This is a serious omission, for misunderstanding or underestimating the continuing corruption in the believer leaves the Christian unprepared for the warfare of sanctification and leads to a variety of spiritual problems.
There are many errors propagated in evangelical circles on this subject, the two main tendencies of which are perfectionism and antinomianism. The former asserts that the Christian life is (or ought to be) characterized by complete victory over sin. Perfectionistic teachers not only distort the biblical teaching on holiness, but also dangerously underestimate the believer's struggle with indwelling sin (setting up the tenderhearted Christian for a real struggle with depression and assurance).

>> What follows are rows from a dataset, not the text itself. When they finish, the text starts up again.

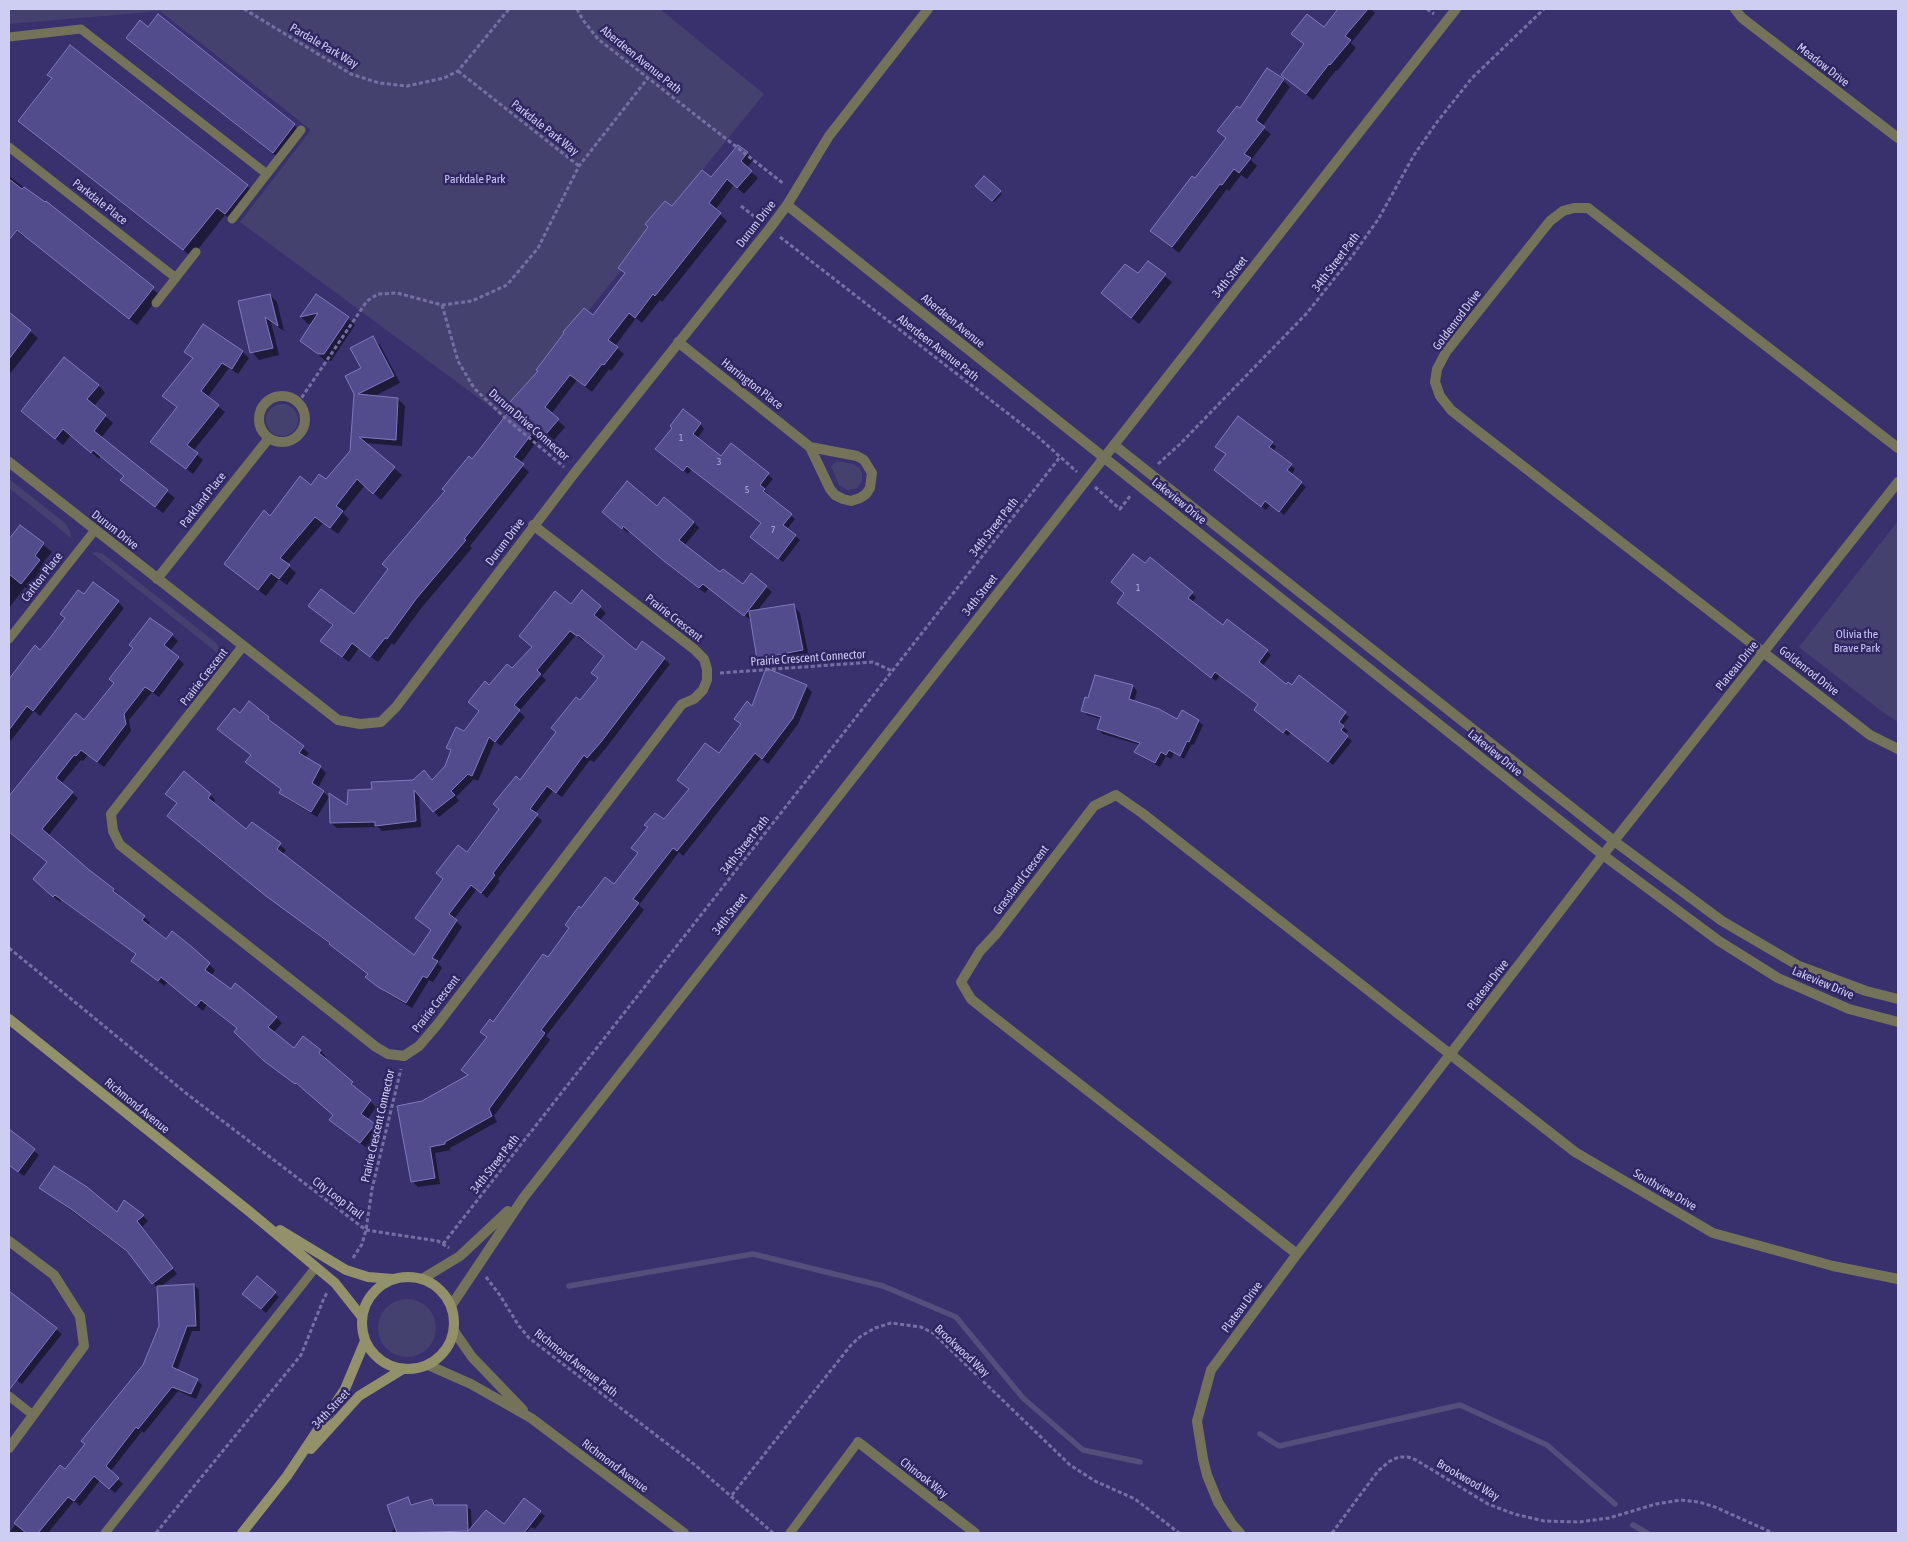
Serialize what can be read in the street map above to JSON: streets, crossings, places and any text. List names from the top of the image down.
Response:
{
  "streets": {
    "main road": ["34th Street", "Richmond Avenue"],
    "street": [
      "Meadow Drive",
      "Durum Drive",
      "Goldenrod Drive",
      "Aberdeen Avenue",
      "Harrington Place",
      "Parkland Place",
      "Lakeview Drive",
      "Prairie Crescent",
      "Plateau Drive",
      "Grassland Crescent",
      "Southview Drive",
      "Chinook Way"
    ],
    "lane": ["Parkdale Place", "Carlton Place"],
    "path": [
      "Pardale Park Way",
      "Aberdeen Avenue Path",
      "Parkdale Park Way",
      "34th Street Path",
      "Durum Drive Connector",
      "Prairie Crescent Connector",
      "City Loop Trail",
      "Brookwood Way",
      "Richmond Avenue Path"
    ]
  },
  "crossings": [
    ["Pardale Park Way", "Parkdale Park Way"],
    ["Aberdeen Avenue Path", "Parkdale Park Way"],
    ["Aberdeen Avenue Path", "Durum Drive"],
    ["Aberdeen Avenue Path", "34th Street Path"],
    ["Aberdeen Avenue Path", "34th Street"],
    ["Aberdeen Avenue Path", "Lakeview Drive"],
    ["Durum Drive", "Aberdeen Avenue"],
    ["Durum Drive", "Harrington Place"],
    ["Durum Drive", "Durum Drive Connector"],
    ["Durum Drive", "Parkland Place"],
    ["Durum Drive", "Carlton Place"],
    ["Durum Drive", "Prairie Crescent"],
    ["34th Street Path", "Lakeview Drive"],
    ["34th Street Path", "Prairie Crescent Connector"],
    ["34th Street", "Aberdeen Avenue"],
    ["34th Street", "Lakeview Drive"],
    ["34th Street", "Richmond Avenue"],
    ["34th Street", "Richmond Avenue Path"],
    ["Goldenrod Drive", "Plateau Drive"],
    ["Aberdeen Avenue", "Lakeview Drive"],
    ["Lakeview Drive", "Plateau Drive"],
    ["Prairie Crescent", "Prairie Crescent Connector"],
    ["Prairie Crescent Connector", "City Loop Trail"],
    ["Plateau Drive", "Grassland Crescent"],
    ["Plateau Drive", "Southview Drive"],
    ["Grassland Crescent", "Southview Drive"],
    ["Richmond Avenue", "City Loop Trail"],
    ["Brookwood Way", "Richmond Avenue Path"]
  ],
  "parks": ["Parkdale Park", "Olivia the Brave Park"],
  "house_numbers": [
    "1",
    "3",
    "5",
    "7",
    "1"
  ]
}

On the other end of the spectrum, purveyors of antinomian dogma insist that true Christians may be no different in terms of vital godliness than pagans. They teach that the believer may be judicially free from sin, while "carnal" in the overall tendency of life. Oftentimes without realizing it, they teach that sin may still have dominion in the believer's life (setting up many for tragic self-deception and encouraging spiritual lethargy in others). In sum, the perfectionist tends to deny continuing depravity in the believer, while the antinomian implicitly denies the work of the Holy Spirit in sanctification to be an essential component of our salvation. Of total depravity in the believer's life, the perfectionist says (of the 'victorious Christian') "it no longer exists," while the antinomian says (of the 'carnal Christian') "it doesn't matter."

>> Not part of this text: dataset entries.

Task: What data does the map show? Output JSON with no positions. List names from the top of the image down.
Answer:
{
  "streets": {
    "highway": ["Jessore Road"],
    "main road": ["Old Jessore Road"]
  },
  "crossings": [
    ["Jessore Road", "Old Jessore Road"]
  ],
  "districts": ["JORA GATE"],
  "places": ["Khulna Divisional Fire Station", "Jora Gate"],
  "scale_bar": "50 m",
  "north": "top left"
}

Over against both these mistakes, the Bible teaches that when a person becomes a Christian the dominion of sin is broken, but the presence of sin is never abolished in this life. In sorting out this doctrine and its implications, there are several great principles to be kept in mind.
Believers are still sinners
Depravity is still part of the believer's reality. We not only fall victim to the depravity of others in this life, we continue to see the fruits of depravity in our own character and conduct. As the Westminster Confession puts it: "The corruption of nature remains in the regenerate during this life, and although it has been pardoned and mortified through Christ, yet both itself and all its tendencies are truly and properly sin" (WCF 6.5). This is why Martin Luther could speak of believers as simul justus et peccator ("at the same time righteous and sinner"). He did not mean that Christians are no different after conversion than before, but he did mean to acknowledge that sin continues to be a constant reality in the believer's experience (Rom. 7:14-25). Even in the Christian, the residue of depravity is scattered throughout the whole man - mind, will, and affections. So when certain religious teachers speak of the "higher life," "perfection," "entire sanctification," "living without sin," or "perfect love," as the ideal for Christians in this life, they betray their contradiction of Scripture. This truth brings with it a two-edged sword of conviction and comfort. It moves us to grieve the way we continue to displease our loving Lord, but it also allows us to be realistic about our spiritual growth. When we see remaining sin in us, we are reminded that God has not yet completed His final domination of sin. Its bondage is broken, but its influence is still keenly felt. It was not a backsliding believer, but the Apostle Paul who said: "the good that I wish, I do not do; but practice the very evil that I do not wish" (Rom. 7:19).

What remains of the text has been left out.